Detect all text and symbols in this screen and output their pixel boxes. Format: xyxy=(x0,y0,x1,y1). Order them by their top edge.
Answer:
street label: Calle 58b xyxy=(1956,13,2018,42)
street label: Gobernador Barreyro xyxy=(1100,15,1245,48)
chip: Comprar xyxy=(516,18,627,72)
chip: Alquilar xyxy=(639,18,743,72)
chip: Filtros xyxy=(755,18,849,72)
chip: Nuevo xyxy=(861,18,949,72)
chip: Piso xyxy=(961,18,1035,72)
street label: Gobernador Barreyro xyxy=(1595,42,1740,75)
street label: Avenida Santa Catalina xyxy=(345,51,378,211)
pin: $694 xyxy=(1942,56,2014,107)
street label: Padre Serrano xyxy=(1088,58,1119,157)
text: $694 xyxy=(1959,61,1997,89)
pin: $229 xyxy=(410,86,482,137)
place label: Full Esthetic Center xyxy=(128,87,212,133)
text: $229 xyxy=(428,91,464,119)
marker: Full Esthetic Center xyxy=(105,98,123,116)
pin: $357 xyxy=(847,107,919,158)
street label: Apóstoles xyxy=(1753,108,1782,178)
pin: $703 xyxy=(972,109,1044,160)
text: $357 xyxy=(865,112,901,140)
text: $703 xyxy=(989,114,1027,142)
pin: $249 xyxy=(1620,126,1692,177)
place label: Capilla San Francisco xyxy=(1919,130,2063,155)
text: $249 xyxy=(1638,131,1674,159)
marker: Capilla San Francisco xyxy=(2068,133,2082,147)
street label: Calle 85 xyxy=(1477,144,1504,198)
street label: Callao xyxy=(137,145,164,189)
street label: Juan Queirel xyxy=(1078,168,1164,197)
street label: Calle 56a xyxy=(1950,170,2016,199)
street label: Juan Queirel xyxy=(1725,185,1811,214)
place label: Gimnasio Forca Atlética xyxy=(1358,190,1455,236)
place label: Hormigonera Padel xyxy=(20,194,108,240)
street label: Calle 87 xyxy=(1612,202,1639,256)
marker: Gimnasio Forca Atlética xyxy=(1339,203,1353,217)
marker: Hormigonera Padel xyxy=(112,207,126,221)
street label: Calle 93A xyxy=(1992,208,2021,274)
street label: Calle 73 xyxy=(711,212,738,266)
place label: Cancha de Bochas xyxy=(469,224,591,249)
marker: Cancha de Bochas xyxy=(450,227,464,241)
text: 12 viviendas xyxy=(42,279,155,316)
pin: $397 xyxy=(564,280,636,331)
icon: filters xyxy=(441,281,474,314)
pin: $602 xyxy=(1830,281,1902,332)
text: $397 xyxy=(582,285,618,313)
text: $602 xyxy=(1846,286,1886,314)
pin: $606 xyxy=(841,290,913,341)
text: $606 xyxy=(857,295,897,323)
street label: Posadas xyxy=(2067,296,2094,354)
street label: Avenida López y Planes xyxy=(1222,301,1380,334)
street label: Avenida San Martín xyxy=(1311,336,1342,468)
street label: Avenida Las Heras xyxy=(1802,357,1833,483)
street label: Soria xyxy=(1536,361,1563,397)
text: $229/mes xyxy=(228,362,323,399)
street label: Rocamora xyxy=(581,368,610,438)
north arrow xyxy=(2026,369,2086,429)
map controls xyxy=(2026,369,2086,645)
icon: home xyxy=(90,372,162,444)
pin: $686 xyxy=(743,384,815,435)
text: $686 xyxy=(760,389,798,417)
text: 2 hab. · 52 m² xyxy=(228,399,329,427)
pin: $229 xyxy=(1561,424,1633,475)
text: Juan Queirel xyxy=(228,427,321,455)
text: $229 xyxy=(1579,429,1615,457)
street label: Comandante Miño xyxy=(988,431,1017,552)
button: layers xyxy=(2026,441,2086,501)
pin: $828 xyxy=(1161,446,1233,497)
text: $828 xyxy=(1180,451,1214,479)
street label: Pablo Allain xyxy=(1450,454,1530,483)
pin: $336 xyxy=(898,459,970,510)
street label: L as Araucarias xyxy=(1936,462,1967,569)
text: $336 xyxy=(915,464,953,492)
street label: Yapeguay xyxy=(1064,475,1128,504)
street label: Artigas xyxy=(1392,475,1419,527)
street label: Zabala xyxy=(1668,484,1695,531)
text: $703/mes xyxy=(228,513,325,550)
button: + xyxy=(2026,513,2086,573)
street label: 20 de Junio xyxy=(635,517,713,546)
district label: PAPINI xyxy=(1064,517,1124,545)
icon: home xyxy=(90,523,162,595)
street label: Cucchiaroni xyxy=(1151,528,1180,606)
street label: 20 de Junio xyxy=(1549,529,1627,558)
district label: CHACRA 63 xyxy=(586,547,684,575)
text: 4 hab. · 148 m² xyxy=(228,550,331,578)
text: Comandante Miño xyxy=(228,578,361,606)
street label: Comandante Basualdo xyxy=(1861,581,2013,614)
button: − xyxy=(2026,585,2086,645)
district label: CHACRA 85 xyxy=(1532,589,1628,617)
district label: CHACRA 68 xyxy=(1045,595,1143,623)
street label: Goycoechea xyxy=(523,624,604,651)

### [YOUR TASK]
Your answer should hold every line of the entries that contains the string "Bochas".

### [TASK SOLUTION]
place label: Cancha de Bochas xyxy=(469,224,591,249)
marker: Cancha de Bochas xyxy=(450,227,464,241)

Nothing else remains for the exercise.